Overall VATS is considered safe with a low rate of morbidity and mortality [2]. Bleeding rate is reported between 0.9%-10% in various series [3]. Bleeding control can be achieved by manual pressure, direct suturing of the bleeding vessel of using tissue sealants. Igai et al. [4] reported of massive intraoperative bleeding during thoracoscopic anatomical lung resection in a single center. Among 240 patients who underwent anatomical lung resection, twenty-six were identified as having major bleeding. Among these 26 patients, 20 underwent lobectomies and 6 underwent segmentectomies, of which tissue sealants were mostly used (63%) for hemostasis. Hospital stay was similar among both patient groups. Yamashita et al. [5] reported similar results. Bleeding related conversion rate was 73%, with similar hospital stay and morbidity among groups.
Herein we describe a case of intraoperative PEA during VATS while controlling intraoperative bleeding.
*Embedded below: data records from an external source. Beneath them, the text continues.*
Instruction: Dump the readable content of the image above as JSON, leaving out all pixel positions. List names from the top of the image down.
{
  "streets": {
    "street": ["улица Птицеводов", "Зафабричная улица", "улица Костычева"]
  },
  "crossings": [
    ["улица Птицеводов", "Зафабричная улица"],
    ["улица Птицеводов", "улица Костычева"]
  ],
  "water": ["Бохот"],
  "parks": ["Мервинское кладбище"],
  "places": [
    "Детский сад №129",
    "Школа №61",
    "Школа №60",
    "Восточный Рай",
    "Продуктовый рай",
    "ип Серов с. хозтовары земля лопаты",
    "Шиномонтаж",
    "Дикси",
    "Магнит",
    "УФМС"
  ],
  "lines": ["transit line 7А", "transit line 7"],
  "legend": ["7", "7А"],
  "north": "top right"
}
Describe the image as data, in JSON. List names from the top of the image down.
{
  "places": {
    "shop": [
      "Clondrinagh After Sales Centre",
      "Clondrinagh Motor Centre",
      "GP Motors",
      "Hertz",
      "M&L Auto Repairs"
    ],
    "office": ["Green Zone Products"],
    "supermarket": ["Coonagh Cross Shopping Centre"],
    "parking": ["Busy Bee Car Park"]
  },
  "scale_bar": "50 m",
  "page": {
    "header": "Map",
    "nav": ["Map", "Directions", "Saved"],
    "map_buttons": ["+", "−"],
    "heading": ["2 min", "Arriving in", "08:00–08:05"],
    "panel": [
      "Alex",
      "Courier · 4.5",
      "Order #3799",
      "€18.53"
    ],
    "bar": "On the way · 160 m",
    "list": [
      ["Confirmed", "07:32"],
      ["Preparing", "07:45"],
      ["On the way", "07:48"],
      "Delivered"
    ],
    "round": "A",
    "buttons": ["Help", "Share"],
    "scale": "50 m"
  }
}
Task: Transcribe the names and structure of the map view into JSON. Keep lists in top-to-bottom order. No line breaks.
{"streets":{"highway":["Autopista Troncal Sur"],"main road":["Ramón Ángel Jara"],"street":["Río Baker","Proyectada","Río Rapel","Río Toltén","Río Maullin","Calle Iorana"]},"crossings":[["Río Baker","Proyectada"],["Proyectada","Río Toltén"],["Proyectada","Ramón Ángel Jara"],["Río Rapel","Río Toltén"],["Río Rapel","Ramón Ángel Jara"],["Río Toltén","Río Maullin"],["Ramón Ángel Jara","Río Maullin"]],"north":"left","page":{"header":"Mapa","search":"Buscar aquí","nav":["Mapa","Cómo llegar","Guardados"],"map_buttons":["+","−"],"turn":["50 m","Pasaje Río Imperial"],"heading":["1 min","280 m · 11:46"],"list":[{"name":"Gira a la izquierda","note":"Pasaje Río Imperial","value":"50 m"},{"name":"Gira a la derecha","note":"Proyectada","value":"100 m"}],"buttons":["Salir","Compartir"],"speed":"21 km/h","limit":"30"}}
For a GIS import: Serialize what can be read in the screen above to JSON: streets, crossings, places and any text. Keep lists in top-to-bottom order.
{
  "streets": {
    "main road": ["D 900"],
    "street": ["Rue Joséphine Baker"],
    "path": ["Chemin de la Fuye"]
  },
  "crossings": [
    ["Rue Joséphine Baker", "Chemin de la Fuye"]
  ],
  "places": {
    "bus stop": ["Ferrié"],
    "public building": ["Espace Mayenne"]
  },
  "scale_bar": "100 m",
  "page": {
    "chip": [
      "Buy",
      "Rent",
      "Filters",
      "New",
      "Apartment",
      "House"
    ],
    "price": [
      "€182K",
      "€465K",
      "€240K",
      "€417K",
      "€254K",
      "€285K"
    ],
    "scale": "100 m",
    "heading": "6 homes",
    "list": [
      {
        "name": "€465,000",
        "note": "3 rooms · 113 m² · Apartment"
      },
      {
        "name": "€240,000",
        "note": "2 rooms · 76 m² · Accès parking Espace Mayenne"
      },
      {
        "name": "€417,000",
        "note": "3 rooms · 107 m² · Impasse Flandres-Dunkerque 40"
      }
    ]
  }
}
The amount of bleeding by itself does not explain the development of PEA in this case. The relatively rapid recuperation after relieving the pressure and applying a vascular clamp and before volume replacement took place calls for an explanation of the mechanism of this collapse. When the surgeon applies pressure to the hilum while standing in front of the patient with the patient in the right lateral decubitus position, the force vector is directed left to right across the mediastinum. We hypothesize that the pressure pushed the mediastinum to the contralateral side, and in combination with hypovolemia, resulted in obstructive shock, similar to the hemodynamic effect of left-sided tension pneumothorax. This mechanism has not been described before.


VATS bleeding can be managed successfully thoracoscopically in many cases. Usually direct pressure controls the bleeding and allows the problem to be evaluated by the team. Blind clamping in a pool of blood is hazardous, and improving exposure is key. However, surgeons should bear in mind that forceful compression on the mediastinum medially to control bleeding while taking measures to improve exposure may lead to critical decompensation. Understanding this potential mechanism can prevent complications in similar situations.